Udemy vs YouTube (free): YouTube has massive free educational content. For curated, structured, project-based learning at $10-20, Udemy is worth the cost over piecing together random YouTube videos. For specific quick questions, YouTube.

The "is Udemy worth it?" math

Udemy delivers value when:

Average career-relevant Udemy course (~40 hours) at $14.99 = $0.37 per learning hour. Comparable Coursera course is ~$2/hr; bootcamp is ~$30-$80/hr. Cost-per-learning-hour, Udemy is unbeatable.

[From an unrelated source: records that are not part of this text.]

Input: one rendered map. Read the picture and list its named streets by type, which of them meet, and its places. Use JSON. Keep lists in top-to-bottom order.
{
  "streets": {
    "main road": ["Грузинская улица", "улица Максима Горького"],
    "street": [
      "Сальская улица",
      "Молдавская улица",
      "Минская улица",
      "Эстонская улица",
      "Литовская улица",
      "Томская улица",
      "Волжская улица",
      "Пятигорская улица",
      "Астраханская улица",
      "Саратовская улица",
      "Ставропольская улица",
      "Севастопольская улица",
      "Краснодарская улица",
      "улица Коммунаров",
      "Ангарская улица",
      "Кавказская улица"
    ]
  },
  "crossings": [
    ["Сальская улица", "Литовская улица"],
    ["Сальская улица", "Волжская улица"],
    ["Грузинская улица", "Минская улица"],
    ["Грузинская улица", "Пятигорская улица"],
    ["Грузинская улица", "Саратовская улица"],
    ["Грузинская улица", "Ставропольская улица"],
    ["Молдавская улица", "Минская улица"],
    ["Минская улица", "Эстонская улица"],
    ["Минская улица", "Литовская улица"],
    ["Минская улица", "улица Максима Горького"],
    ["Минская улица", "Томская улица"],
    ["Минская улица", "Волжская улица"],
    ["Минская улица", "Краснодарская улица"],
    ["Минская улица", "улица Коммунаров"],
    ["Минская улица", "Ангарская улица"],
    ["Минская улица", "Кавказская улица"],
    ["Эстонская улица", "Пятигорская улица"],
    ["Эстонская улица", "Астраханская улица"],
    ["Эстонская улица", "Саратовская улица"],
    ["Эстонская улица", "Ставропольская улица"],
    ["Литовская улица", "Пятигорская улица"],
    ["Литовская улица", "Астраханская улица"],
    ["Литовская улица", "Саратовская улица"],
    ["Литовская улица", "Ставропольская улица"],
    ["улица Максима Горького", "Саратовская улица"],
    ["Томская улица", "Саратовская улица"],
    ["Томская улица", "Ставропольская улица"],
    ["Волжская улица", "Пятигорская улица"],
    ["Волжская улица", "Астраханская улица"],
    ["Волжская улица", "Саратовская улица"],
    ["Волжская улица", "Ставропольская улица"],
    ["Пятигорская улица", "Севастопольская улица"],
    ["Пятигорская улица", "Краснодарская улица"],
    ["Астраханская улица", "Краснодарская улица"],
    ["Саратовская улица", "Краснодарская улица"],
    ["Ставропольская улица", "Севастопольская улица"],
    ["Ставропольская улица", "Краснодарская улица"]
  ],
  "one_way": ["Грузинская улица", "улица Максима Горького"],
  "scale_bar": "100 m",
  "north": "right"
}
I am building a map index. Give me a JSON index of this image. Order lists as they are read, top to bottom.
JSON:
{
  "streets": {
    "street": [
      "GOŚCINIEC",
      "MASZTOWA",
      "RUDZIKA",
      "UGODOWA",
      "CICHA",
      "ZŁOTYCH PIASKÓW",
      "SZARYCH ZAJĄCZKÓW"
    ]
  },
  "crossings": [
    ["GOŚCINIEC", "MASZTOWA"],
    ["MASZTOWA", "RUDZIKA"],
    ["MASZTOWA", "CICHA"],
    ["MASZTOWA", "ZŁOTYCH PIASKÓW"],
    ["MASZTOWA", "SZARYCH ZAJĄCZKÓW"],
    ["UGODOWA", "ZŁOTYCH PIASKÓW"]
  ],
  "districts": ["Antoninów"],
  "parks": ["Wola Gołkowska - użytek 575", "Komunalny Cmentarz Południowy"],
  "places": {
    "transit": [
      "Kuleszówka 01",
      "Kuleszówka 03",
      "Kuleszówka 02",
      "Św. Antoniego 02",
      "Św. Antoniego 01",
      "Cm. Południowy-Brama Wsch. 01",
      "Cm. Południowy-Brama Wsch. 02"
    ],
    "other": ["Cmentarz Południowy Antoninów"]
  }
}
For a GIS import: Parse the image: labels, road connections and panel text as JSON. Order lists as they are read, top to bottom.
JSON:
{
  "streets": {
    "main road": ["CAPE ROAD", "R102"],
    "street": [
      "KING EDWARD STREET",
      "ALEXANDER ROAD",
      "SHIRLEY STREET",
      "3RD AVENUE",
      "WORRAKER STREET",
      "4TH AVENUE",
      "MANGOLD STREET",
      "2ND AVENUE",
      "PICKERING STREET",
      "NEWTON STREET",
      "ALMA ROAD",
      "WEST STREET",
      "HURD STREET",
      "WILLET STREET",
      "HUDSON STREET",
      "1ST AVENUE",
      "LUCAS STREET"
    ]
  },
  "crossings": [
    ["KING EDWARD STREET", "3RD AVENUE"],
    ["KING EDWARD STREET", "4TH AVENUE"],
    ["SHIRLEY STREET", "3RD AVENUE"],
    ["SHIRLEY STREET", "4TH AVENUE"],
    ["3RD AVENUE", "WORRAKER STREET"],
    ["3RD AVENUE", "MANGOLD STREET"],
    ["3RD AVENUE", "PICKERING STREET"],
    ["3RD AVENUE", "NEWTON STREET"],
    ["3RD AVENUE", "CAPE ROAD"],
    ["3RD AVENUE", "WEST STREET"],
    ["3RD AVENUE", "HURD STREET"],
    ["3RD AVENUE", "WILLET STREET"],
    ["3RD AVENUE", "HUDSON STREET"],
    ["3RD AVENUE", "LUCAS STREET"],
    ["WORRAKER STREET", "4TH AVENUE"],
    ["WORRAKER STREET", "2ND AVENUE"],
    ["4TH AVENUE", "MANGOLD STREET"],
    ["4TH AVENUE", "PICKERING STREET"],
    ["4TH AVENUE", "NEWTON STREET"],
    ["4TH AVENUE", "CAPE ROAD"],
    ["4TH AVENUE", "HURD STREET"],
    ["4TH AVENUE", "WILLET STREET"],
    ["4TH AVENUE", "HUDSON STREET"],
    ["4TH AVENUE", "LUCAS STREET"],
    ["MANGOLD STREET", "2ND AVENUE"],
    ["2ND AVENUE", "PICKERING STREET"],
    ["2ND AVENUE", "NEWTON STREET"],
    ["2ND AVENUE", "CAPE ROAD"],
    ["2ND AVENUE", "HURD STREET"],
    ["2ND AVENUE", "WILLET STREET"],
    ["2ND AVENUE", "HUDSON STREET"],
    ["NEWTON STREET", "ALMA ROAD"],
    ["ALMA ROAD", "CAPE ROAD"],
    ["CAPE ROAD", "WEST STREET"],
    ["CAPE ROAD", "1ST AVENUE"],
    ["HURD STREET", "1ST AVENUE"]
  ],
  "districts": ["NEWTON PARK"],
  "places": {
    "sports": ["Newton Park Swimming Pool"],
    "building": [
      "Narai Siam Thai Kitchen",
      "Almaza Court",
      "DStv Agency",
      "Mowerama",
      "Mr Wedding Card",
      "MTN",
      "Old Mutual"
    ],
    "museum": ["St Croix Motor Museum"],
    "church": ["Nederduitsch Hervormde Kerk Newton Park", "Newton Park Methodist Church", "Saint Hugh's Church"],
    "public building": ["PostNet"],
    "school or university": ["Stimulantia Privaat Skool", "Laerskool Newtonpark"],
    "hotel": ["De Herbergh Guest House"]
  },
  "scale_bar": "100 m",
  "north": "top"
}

Where Udemy is NOT worth it: - You need accountability (cohort-based courses are 5x more effective for course completion) - You need accredited credentials (use Coursera, edX, or universities) - You're a complete beginner who doesn't know what to learn (Coursera's structured specializations are better starting points) - You're learning a hands-on skill requiring feedback (music, writing, design) — paid 1:1 coaching is better

Our verdict

Udemy is the right pick if you want: - Lowest cost per learning hour for self-directed learning - Lifetime access to courses you buy (own them, no subscription) - Massive catalog including niche topics other platforms don't cover - Job-skill courses (coding, data, design, marketing, business) - Mobile app with offline for learning during commutes/flights - 30-day refund safety net for bad course bets

Skip Udemy if: - You need accredited credentials → Coursera, edX, accredited universities - You're learning creative skills → Skillshare (more project-focused) - You're a business professional wanting career polish → LinkedIn Learning - You want vetted high-quality instructors only → Pluralsight, Frontend Masters - You need live cohort + accountability → Maven, Section, cohort-based courses

Best Udemy use case: motivated self-learner wanting job-relevant skills on a budget. Browse, find 2-3 highly-rated courses in your target topic ($10-20 each during sales), commit to finishing one before starting the next. Use the 30-day refund liberally to ditch bad courses. Annual learning budget of $100-200 on Udemy can deliver 200-500 hours of high-quality structured learning.

For the affiliate angle: Udemy's affiliate program pays 15% commission per sale via Impact Radius. With courses typically purchased at $14.99 sale price, commission is ~$2.25 per sale. Low per-sale revenue but high conversion rate (Udemy's discounted pricing makes buying nearly impulse-level decisions). For SEO content sites with high traffic, Udemy is solid volume revenue. For affiliate sites with smaller audiences, Coursera ($45+ commission per Plus signup) or Pluralsight ($90+ per subscription) deliver better per-sale economics despite smaller catalogs.